Impulse Calculator
Enter a force and the time it acts and get the impulse — the single number that tells you how much an object's momentum changes.
What is impulse?
Force applied over time, equal to the change in momentum
Impulse is what you get when a force acts on an object for a stretch of time. Written J = F × Δt, it is simply the force in newtons multiplied by the time interval in seconds, and the answer comes out in newton-seconds (N·s). The key fact is that impulse equals the change in momentum (Δp), which is why a newton-second is the same as a kilogram-metre per second. A bigger force or a longer contact time both increase the impulse, because the value grows with each. This one idea explains why a quick, hard hit and a slow, gentle push can produce the very same change in motion.
Enter the force in newtons and the time interval in seconds to get the impulse instantly.
One short formula, built from the force F and the time interval Δt.
J = F × ΔtMultiply the force in newtons by the time interval in seconds and the answer comes out in newton-seconds. The only thing to watch is the units: keep the force in newtons and the time in plain seconds, and remember that the same N·s figure is also the change in momentum in kg·m/s.
Suppose a constant 50 N force pushes a cart for 4 seconds.
Note the inputs
Force F = 50 N and time interval Δt = 4 s — both already in base units.
Multiply
50 × 4 = 200 — force times the time it acts.
Read it off
J = 200 N·s — the cart's momentum changes by 200 kg·m/s in the direction of the force.
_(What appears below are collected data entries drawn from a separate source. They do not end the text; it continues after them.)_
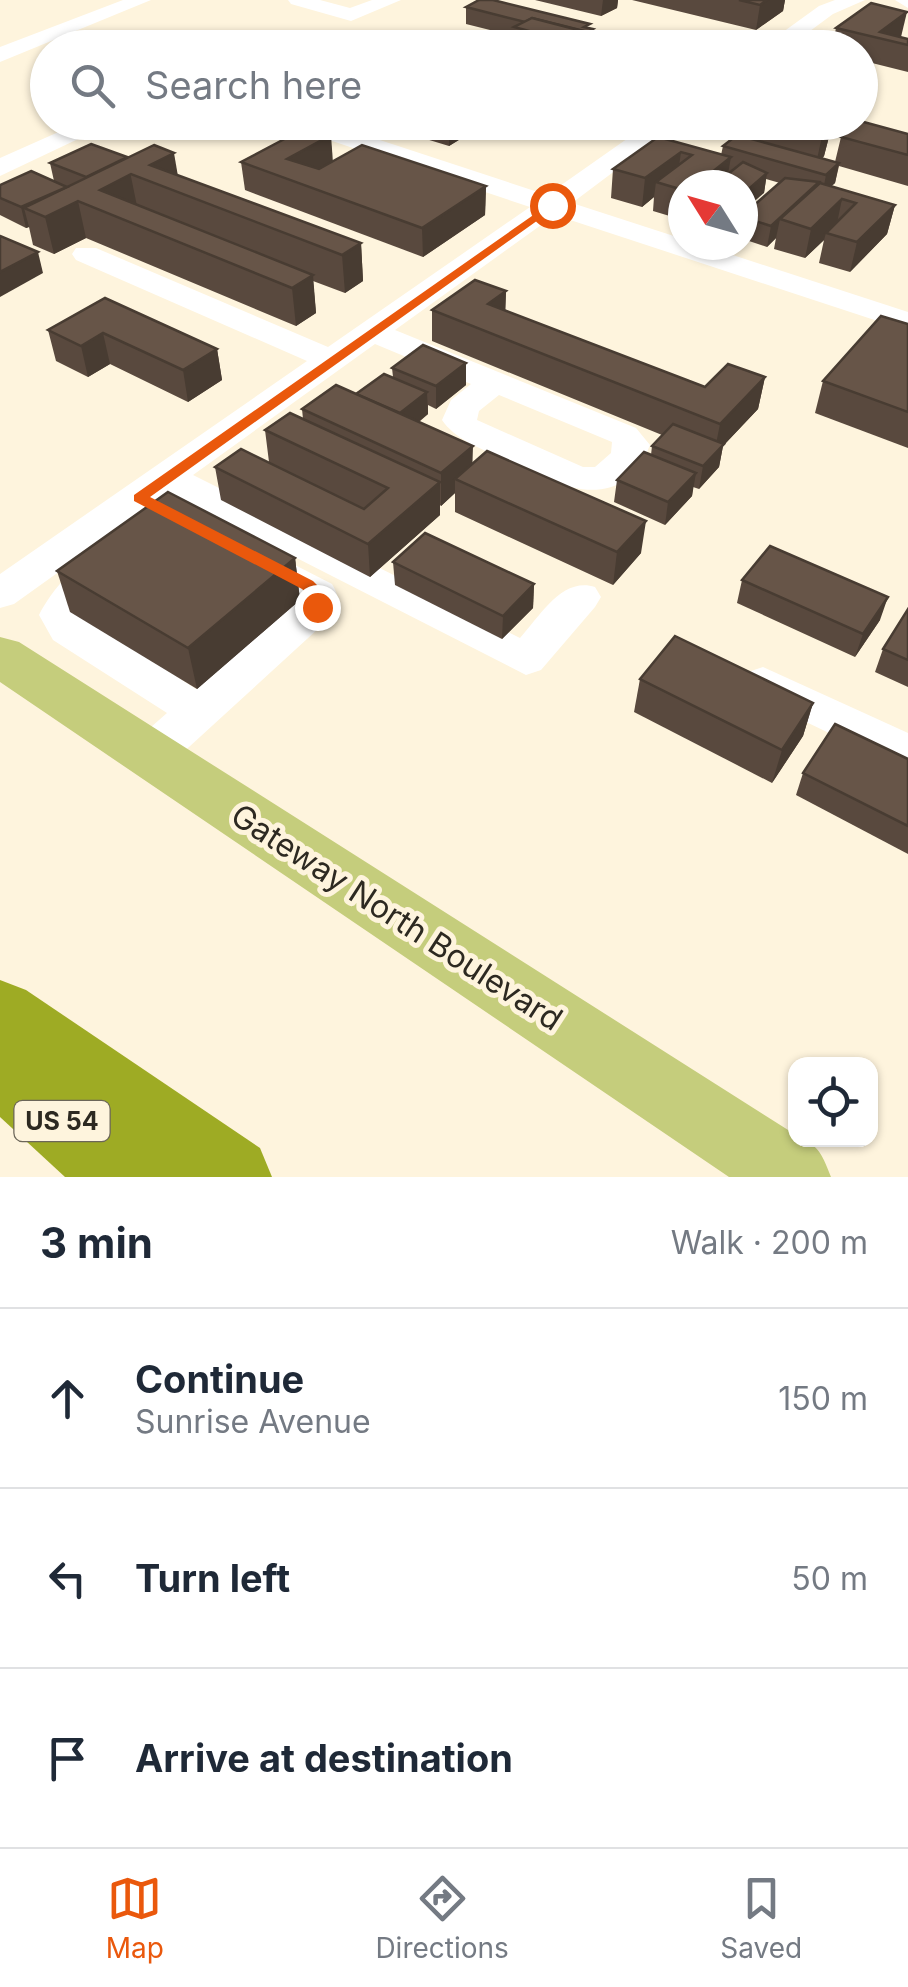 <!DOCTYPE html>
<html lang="en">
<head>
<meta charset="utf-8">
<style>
	:root { --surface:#fff; --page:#f6f6f7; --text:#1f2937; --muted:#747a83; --line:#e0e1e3; --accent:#ea580c }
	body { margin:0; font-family:Inter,sans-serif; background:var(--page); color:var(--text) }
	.controls { position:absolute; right:30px; bottom:30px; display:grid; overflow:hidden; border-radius:20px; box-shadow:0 2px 8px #0004 }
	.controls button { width:90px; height:90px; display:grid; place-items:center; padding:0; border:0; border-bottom:2px solid var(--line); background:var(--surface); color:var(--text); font:50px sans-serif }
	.compass { position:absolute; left:668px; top:170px; width:90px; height:90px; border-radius:50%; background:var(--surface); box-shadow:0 2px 8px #0004; rotate:307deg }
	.stop { position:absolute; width:30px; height:30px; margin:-22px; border:8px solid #ea580c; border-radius:50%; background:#fff }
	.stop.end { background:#ea580c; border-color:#fff; box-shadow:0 2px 10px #0008 }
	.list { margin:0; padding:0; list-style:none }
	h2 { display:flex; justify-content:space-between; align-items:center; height:130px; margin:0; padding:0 40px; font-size:42px }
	h2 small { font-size:32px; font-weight:400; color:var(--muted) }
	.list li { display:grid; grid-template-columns:65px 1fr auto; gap:30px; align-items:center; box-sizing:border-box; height:180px; padding:0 40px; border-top:2px solid var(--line) }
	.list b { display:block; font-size:38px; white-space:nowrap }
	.list p { margin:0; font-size:32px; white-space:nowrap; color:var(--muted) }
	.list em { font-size:32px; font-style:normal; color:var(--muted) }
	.icon { flex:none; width:55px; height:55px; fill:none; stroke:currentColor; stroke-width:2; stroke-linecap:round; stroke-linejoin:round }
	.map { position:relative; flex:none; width:908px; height:1177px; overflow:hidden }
	.search { position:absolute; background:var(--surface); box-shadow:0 2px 8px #0004; left:30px; right:30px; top:30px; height:110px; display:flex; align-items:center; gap:25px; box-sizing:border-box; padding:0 35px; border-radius:55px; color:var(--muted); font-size:38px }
	.sheet { height:670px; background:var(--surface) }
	nav { display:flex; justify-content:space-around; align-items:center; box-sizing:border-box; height:140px; border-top:2px solid var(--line); background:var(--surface); font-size:28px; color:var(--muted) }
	nav a { display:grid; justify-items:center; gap:5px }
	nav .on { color:var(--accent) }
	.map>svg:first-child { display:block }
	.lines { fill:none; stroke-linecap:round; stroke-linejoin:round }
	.minor { fill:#fff; fill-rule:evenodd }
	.major { fill:#c5cd7c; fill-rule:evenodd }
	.highway { fill:#9eab24; fill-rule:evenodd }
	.wall { fill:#59493e }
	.shaded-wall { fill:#483c32 }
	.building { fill:#675548; stroke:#483c32; stroke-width:2.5 }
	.route { fill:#ea580c }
	.labels { text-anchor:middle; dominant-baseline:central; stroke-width:10; stroke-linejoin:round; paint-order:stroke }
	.shield { fill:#fef4dd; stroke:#6c6659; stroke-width:2.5 }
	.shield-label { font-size:25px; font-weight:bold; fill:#2d2921 }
	.near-street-label { font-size:32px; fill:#2d2921; stroke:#fef4dd }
</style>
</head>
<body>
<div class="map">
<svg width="908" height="1177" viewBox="0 0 908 1177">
	<rect width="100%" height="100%" fill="#fef4dd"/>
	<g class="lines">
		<g class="minor">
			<path d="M123 0H151L0 62V47Z"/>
			<path d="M288 0H320L350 8 372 0H401L351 21 291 4Z"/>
			<path d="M835 0H865L833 14 787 48H761L819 6Z"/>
			<path d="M895 0H908V8Z"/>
			<path d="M81 122H114L0 176V158Z"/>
			<path d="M287 122H325L547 195 651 122H680L572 203 683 239V245H702L908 312V331L555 215 395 330 636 428 650 445C620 521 551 483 499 457 478 447 455 439 442 420L451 400 471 384 375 344 193 475 520 638C541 615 562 577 595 587L601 597 595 607 541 670 526 675 169 493 14 604 0 608V574L307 361 76 260 72 254 76 248H96L328 347 530 207 290 127ZM499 395 612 442 611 453 595 467H583L477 420 479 411Z"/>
			<path d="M800 122H842L908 140V156L803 127Z"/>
			<path d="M248 541 332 584C340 597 339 605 331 617L166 768 150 773 134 768 127 755 134 742 167 713 53 640 39 615C54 586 85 548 122 559L128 568C116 588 90 594 80 614L196 689 297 602 234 563 229 554 234 545Z"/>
			<path d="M763 667 908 733V771L748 694 741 683 748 672Z"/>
		</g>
		<path class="major" d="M0 637 19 642 796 1135V1140C818 1140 824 1159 831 1177H729L0 682Z"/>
		<path class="highway" d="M0 980 26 990 260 1148 272 1177H65L0 1117Z"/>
	</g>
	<g class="wall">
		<path d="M535 0H618L617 8 601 16Z"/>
		<path d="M632 0H785L783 11 756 30Z"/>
		<path d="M466 7 590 29 592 33 648 48H514V36L466 24Z"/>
		<path d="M836 28 908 39V72L860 60V48H832Z"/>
		<path d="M374 122H407L395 129Z"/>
		<path d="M426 122H488L449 146 426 139Z"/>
		<path d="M711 122H830L829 128 831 129 824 156 822 159 835 162 841 137 908 134V186L839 166 835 183 831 186 895 205 887 234 850 272 819 263 824 240 805 258 774 249 776 238 767 247 743 239V215L780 183 766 179 764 193 683 185V220L653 211 654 197 642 207 611 198 613 169 658 137 721 155 723 146 731 140 710 134Z"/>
		<path d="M127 157 361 243 363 281 345 293 313 281 316 313 296 326 86 238 54 254 33 245 29 227 26 228 0 215V185L54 181 50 163Z"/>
		<path d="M241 162H333L486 186 485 215 423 257 245 190Z"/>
		<path d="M506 291 505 311 705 387 765 377 758 409 723 446 719 467 699 489 693 487 692 496 665 525 614 502 617 480 651 455 652 446 662 435 432 341V310Z"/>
		<path d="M105 298 217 349 222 380 188 402 110 364 88 377 56 361 48 330Z"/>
		<path d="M908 324V448L815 413 823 381Z"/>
		<path d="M466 363V385L436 409 428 405V414L419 422 473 464 641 553 613 585 455 512V493L441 506 440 505V515L370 577 221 500 215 467 269 462 265 430 303 419 302 409 356 394 393 377 392 368Z"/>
		<path d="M295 558 300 600 197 689 70 612 57 571Z"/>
		<path d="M393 562 534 584 533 608 502 639 395 585Z"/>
		<path d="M742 580 880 620 855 657 737 603Z"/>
		<path d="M908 609V687L875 672 883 649Z"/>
		<path d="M640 679 813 703 803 736 772 783 634 712Z"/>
		<path d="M908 759V854L796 795 803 773Z"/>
	</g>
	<g class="shaded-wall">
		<path d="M603 0H618L617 8 601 16Z"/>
		<path d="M767 0H785L783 11 756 30 760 5Z"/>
		<path d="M907 12 901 37 880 32Z"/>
		<path d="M395 122H407L395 129Z"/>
		<path d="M449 122H488L449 146Z"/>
		<path d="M814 122H830L828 131 831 129 824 156 816 164 822 136 811 133Z"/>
		<path d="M331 135 333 163 298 182 287 159Z"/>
		<path d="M681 152 677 180 656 182 654 197 642 207 645 178Z"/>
		<path d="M174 153 180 188 150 165Z"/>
		<path d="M127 157 138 211 90 197Z"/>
		<path d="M731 157 726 185H696Z"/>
		<path d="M839 163 835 183 822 195 826 175Z"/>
		<path d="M767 173 764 193 743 211V194Z"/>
		<path d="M486 186 485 215 423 257 422 228Z"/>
		<path d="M67 187 78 201 86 238 54 254 45 217 24 208 29 227 26 228 21 207Z"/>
		<path d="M842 199 836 228 826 233 824 240 805 258 811 229Z"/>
		<path d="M895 205 887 234 850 272 857 242Z"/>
		<path d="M780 219 776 238 767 247 771 226Z"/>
		<path d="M361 243 363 281 345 293 342 255Z"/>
		<path d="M38 252 43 273 0 297V272Z"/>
		<path d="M313 275 316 313 296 326 292 288Z"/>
		<path d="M506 291 505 322 488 304Z"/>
		<path d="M103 333 110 364 88 377 81 346Z"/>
		<path d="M217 349 222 380 188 402 183 370Z"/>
		<path d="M466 363V385L436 409V386Z"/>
		<path d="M765 377 758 409 723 446 719 467 699 489 703 466 714 454 720 424Z"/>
		<path d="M427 392 428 414 400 436 399 414Z"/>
		<path d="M473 446 472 478 455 479V493L441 506V473Z"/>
		<path d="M696 473 692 496 665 525 668 502Z"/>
		<path d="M440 482V515L370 577 368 544Z"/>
		<path d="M646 521 641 553 613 585 617 552Z"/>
		<path d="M295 558 300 600 197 689 188 648Z"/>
		<path d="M534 584 533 608 502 639 503 616Z"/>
		<path d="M888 597 880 620 855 657 863 634Z"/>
		<path d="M813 703 803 736 772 783 782 750Z"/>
	</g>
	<g class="building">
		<path d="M479 0H493L590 24 584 27 593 29 588 32 532 18 525 22 466 7Z"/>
		<path d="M739 0H767L760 5Z"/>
		<path d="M871 3 907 12 880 32 908 39V45L836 28Z"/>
		<path d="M532 18 648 48H592L514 27Z"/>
		<path d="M353 43 367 48H344Z"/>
		<path d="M470 44 482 48H463Z"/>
		<path d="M860 121 908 134V155L841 137Z"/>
		<path d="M774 122H814L813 124 831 129 822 136Z"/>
		<path d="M307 127 331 135 287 159 319 169 362 145 486 186 422 228 241 162Z"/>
		<path d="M737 135 839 163 826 175 723 146Z"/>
		<path d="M658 137 731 157 696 185H683V190L656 182 692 155 681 152 645 178 613 169Z"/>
		<path d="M91 144 127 157 86 177 50 163Z"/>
		<path d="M154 145 174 153 150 165 361 243 342 255 131 174 100 190 313 275 292 288 78 201 45 217 24 208Z"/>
		<path d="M743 162 767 173 743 194V185H714Z"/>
		<path d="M31 171 67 187 21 207 0 198V185Z"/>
		<path d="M785 178 819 182 771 226 743 217V215Z"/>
		<path d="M820 183 895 205 857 242 826 233 856 203 842 199 811 229 780 219Z"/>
		<path d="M0 236 38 252 0 272Z"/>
		<path d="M475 280 506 291 488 304 705 387 728 364 765 377 720 424 432 310Z"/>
		<path d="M105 298 217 349 183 370 103 333 81 346 48 330Z"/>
		<path d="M881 316 908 324V412L823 381Z"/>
		<path d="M423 345 466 363 436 386 392 368Z"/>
		<path d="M384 374 427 392 400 413 356 394Z"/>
		<path d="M336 385 473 446 441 473 302 409Z"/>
		<path d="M290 413 440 482 368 544 215 467 241 449 364 509 388 488 265 430Z"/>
		<path d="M673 424 724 444 703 466 652 446Z"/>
		<path d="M487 451 646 521 617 552 455 479Z"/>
		<path d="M644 452 696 473 668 502 617 480Z"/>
		<path d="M168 492 295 558 188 648 57 571Z"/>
		<path d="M425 533 534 584 503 616 393 562Z"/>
		<path d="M770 546 888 597 863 634 742 580Z"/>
		<path d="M908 609V660L883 649Z"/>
		<path d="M675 636 813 703 782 750 640 679Z"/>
		<path d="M835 724 908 759V826L803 773Z"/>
	</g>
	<path class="route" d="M552 202 555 208 150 497 313 581 326 594 323 611H311L310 596 302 589 134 501V495Z"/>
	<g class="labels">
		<rect class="shield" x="14.5" y="1101" width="95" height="40" rx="8"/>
		<g class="shield-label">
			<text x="62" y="1121">US 54</text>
		</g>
		<g class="near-street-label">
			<text transform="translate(397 917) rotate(33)">Gateway North Boulevard</text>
		</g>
	</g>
</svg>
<div class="controls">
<button><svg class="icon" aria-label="locate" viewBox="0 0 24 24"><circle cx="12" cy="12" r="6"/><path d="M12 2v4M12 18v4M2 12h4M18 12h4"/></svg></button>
</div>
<svg class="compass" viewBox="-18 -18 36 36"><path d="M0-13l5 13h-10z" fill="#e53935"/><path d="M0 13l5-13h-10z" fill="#747a83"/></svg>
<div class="stop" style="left:552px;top:205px"></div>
<div class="stop end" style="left:317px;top:607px"></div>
<div class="search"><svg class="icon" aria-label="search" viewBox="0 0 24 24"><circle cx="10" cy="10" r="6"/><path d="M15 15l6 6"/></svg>Search here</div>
</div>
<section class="sheet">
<h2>3 min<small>Walk · 200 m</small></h2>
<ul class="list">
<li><svg class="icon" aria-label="ahead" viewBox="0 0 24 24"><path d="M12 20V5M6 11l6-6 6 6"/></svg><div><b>Continue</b><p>Sunrise Avenue</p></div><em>150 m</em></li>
<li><svg class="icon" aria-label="left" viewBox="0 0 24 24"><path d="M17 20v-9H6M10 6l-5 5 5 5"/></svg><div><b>Turn left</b></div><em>50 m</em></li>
<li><svg class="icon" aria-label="arrive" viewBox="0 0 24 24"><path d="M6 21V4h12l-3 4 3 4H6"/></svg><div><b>Arrive at destination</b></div></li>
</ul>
</section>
<nav>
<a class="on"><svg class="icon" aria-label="map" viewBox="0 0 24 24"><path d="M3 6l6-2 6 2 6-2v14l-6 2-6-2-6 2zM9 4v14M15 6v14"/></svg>Map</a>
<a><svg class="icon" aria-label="directions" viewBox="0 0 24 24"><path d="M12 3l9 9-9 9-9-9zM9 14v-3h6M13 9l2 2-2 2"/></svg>Directions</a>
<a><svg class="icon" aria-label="saved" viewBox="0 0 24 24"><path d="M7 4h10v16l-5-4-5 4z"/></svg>Saved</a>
</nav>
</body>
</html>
The impulse is a change in motion, not a force on its own, and the first thing to read from it is that the number you get is exactly the change in momentum (Δp) the object experiences — 200 N·s means 200 kg·m/s of extra momentum in the direction the force points. Because the value is a straight product, it moves in lockstep with the two inputs: double the force or double the contact time and you double the impulse. That symmetry is the practical insight behind safety design. In a collision the change in momentum is fixed, so the impulse is fixed too; the only freedom you have is to spread that impulse over more time, which lowers the peak force for the same result. Crumple zones, airbags, and bending your knees on landing all stretch Δt and so cut the force the body feels. Run the other way and the same logic explains a hard, fast hit: a large force over a tiny time still delivers a big impulse. Reading the result, then, is really about deciding whether you want the change in motion to come from a big push, a long contact, or some balance of both.
The formula J = F × Δt is exact for a constant force, but a few practical points are worth keeping in mind.
Constant force, base units, one direction
This calculator assumes a single constant force acting along one direction. Keep the force in newtons and the time in seconds. Real impacts rarely apply a steady force — the force rises and falls during contact — so for those cases the physical impulse is the area under the force-time curve, and the value here represents the equivalent constant force over the interval. Impulse and force are also directional: if forces act along different lines you must combine them as vectors before applying the formula.